(Beginning of DATA SUPPLIED)
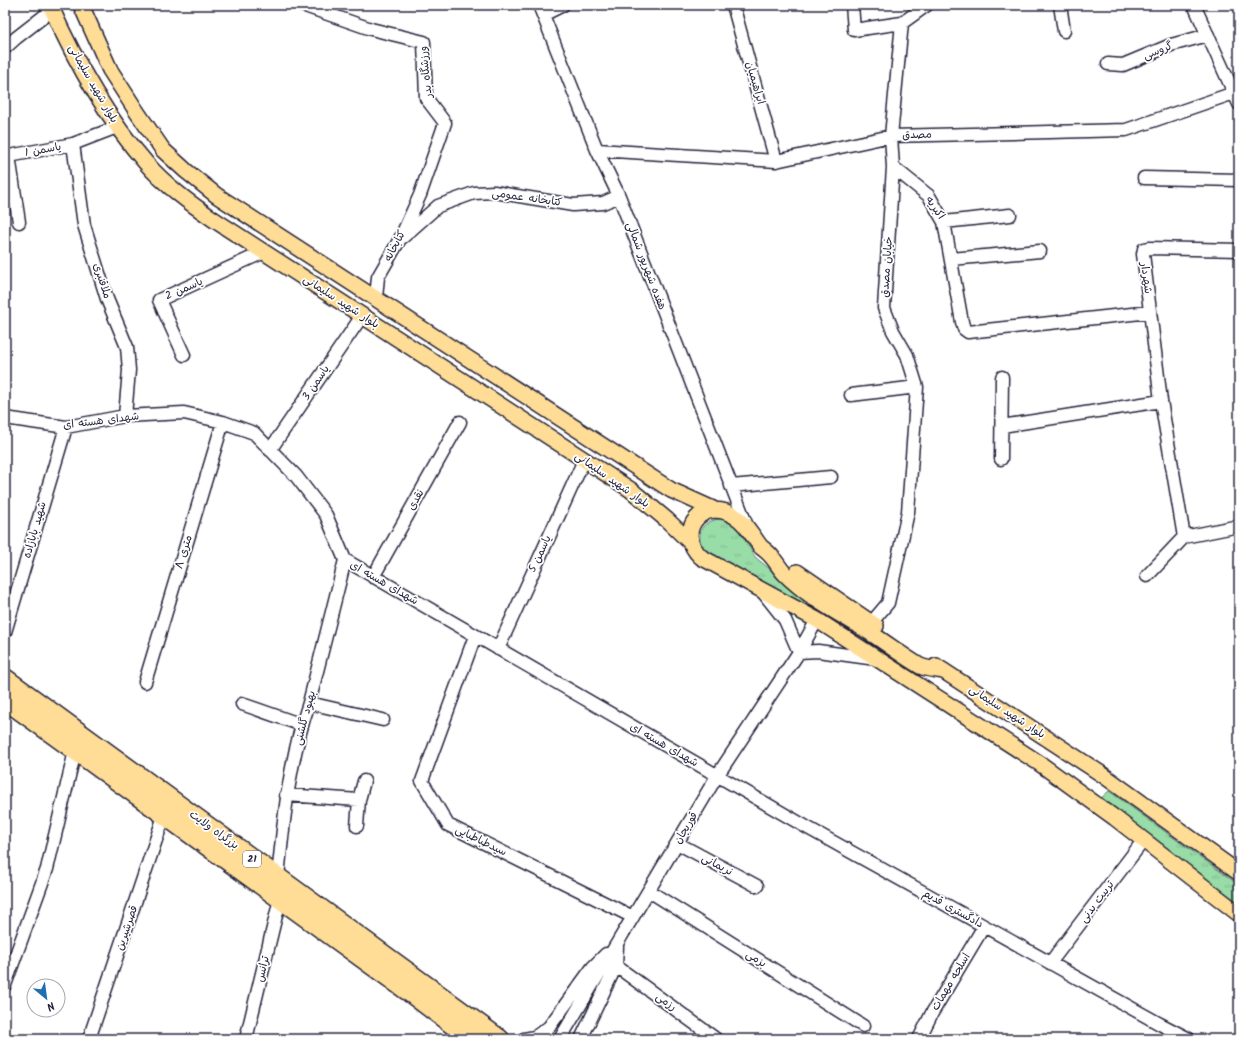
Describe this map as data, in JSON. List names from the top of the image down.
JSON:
{
  "streets": {
    "highway": ["بزرگراه ولایت", "21"],
    "main road": ["بلوار شهید سلیمانی"],
    "street": [
      "گروسی",
      "ورزشگاه بدر",
      "ابراهیمیان",
      "مصدق",
      "یاسمن 1",
      "کتابخانه عمومی",
      "اکبریه",
      "کتابخانه",
      "هفده شهریور شمالی",
      "خیابان مصدق",
      "شهردار",
      "ملاقنبری",
      "یاسمن 2",
      "یاسمن 3",
      "شهدای هسته ای",
      "نقدی",
      "شهید بابازاده",
      "۸ متری",
      "یاسمن 5",
      "بهبود گلشنی",
      "قوریجان",
      "سیدطباطبایی",
      "نریمانی",
      "تربیت بدنی",
      "دادگستری قدیم",
      "قصرشیرین",
      "بزمی",
      "ترانس",
      "اسلحه مهمات",
      "رزمی"
    ]
  },
  "crossings": [
    ["ورزشگاه بدر", "کتابخانه"],
    ["ابراهیمیان", "مصدق"],
    ["بلوار شهید سلیمانی", "یاسمن 1"],
    ["بلوار شهید سلیمانی", "کتابخانه"],
    ["بلوار شهید سلیمانی", "هفده شهریور شمالی"],
    ["بلوار شهید سلیمانی", "خیابان مصدق"],
    ["بلوار شهید سلیمانی", "یاسمن 2"],
    ["بلوار شهید سلیمانی", "یاسمن 3"],
    ["بلوار شهید سلیمانی", "یاسمن 5"],
    ["بلوار شهید سلیمانی", "قوریجان"],
    ["مصدق", "هفده شهریور شمالی"],
    ["مصدق", "خیابان مصدق"],
    ["یاسمن 1", "ملاقنبری"],
    ["کتابخانه عمومی", "کتابخانه"],
    ["کتابخانه عمومی", "هفده شهریور شمالی"],
    ["اکبریه", "خیابان مصدق"],
    ["ملاقنبری", "شهدای هسته ای"],
    ["یاسمن 3", "شهدای هسته ای"],
    ["شهدای هسته ای", "نقدی"],
    ["شهدای هسته ای", "شهید بابازاده"],
    ["شهدای هسته ای", "۸ متری"],
    ["شهدای هسته ای", "یاسمن 5"],
    ["شهدای هسته ای", "بهبود گلشنی"],
    ["شهدای هسته ای", "قوریجان"],
    ["شهدای هسته ای", "سیدطباطبایی"],
    ["شهدای هسته ای", "دادگستری قدیم"],
    ["بهبود گلشنی", "بزرگراه ولایت"],
    ["قوریجان", "سیدطباطبایی"],
    ["قوریجان", "نریمانی"],
    ["قوریجان", "دادگستری قدیم"],
    ["قوریجان", "بزمی"],
    ["بزرگراه ولایت", "قصرشیرین"],
    ["بزرگراه ولایت", "ترانس"],
    ["تربیت بدنی", "دادگستری قدیم"],
    ["دادگستری قدیم", "اسلحه مهمات"]
  ],
  "north": "bottom right"
}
(End of DATA SUPPLIED)
▶ **EXERCISE REQUIREMENTS**: All the records need to be retyped word for word, except for the pictures.

▶ **OUTPUT BELOW**:
Describe this map as data, in JSON. List names from the top of the image down.
JSON:
{
  "streets": {
    "highway": ["بزرگراه ولایت", "21"],
    "main road": ["بلوار شهید سلیمانی"],
    "street": [
      "گروسی",
      "ورزشگاه بدر",
      "ابراهیمیان",
      "مصدق",
      "یاسمن 1",
      "کتابخانه عمومی",
      "اکبریه",
      "کتابخانه",
      "هفده شهریور شمالی",
      "خیابان مصدق",
      "شهردار",
      "ملاقنبری",
      "یاسمن 2",
      "یاسمن 3",
      "شهدای هسته ای",
      "نقدی",
      "شهید بابازاده",
      "۸ متری",
      "یاسمن 5",
      "بهبود گلشنی",
      "قوریجان",
      "سیدطباطبایی",
      "نریمانی",
      "تربیت بدنی",
      "دادگستری قدیم",
      "قصرشیرین",
      "بزمی",
      "ترانس",
      "اسلحه مهمات",
      "رزمی"
    ]
  },
  "crossings": [
    ["ورزشگاه بدر", "کتابخانه"],
    ["ابراهیمیان", "مصدق"],
    ["بلوار شهید سلیمانی", "یاسمن 1"],
    ["بلوار شهید سلیمانی", "کتابخانه"],
    ["بلوار شهید سلیمانی", "هفده شهریور شمالی"],
    ["بلوار شهید سلیمانی", "خیابان مصدق"],
    ["بلوار شهید سلیمانی", "یاسمن 2"],
    ["بلوار شهید سلیمانی", "یاسمن 3"],
    ["بلوار شهید سلیمانی", "یاسمن 5"],
    ["بلوار شهید سلیمانی", "قوریجان"],
    ["مصدق", "هفده شهریور شمالی"],
    ["مصدق", "خیابان مصدق"],
    ["یاسمن 1", "ملاقنبری"],
    ["کتابخانه عمومی", "کتابخانه"],
    ["کتابخانه عمومی", "هفده شهریور شمالی"],
    ["اکبریه", "خیابان مصدق"],
    ["ملاقنبری", "شهدای هسته ای"],
    ["یاسمن 3", "شهدای هسته ای"],
    ["شهدای هسته ای", "نقدی"],
    ["شهدای هسته ای", "شهید بابازاده"],
    ["شهدای هسته ای", "۸ متری"],
    ["شهدای هسته ای", "یاسمن 5"],
    ["شهدای هسته ای", "بهبود گلشنی"],
    ["شهدای هسته ای", "قوریجان"],
    ["شهدای هسته ای", "سیدطباطبایی"],
    ["شهدای هسته ای", "دادگستری قدیم"],
    ["بهبود گلشنی", "بزرگراه ولایت"],
    ["قوریجان", "سیدطباطبایی"],
    ["قوریجان", "نریمانی"],
    ["قوریجان", "دادگستری قدیم"],
    ["قوریجان", "بزمی"],
    ["بزرگراه ولایت", "قصرشیرین"],
    ["بزرگراه ولایت", "ترانس"],
    ["تربیت بدنی", "دادگستری قدیم"],
    ["دادگستری قدیم", "اسلحه مهمات"]
  ],
  "north": "bottom right"
}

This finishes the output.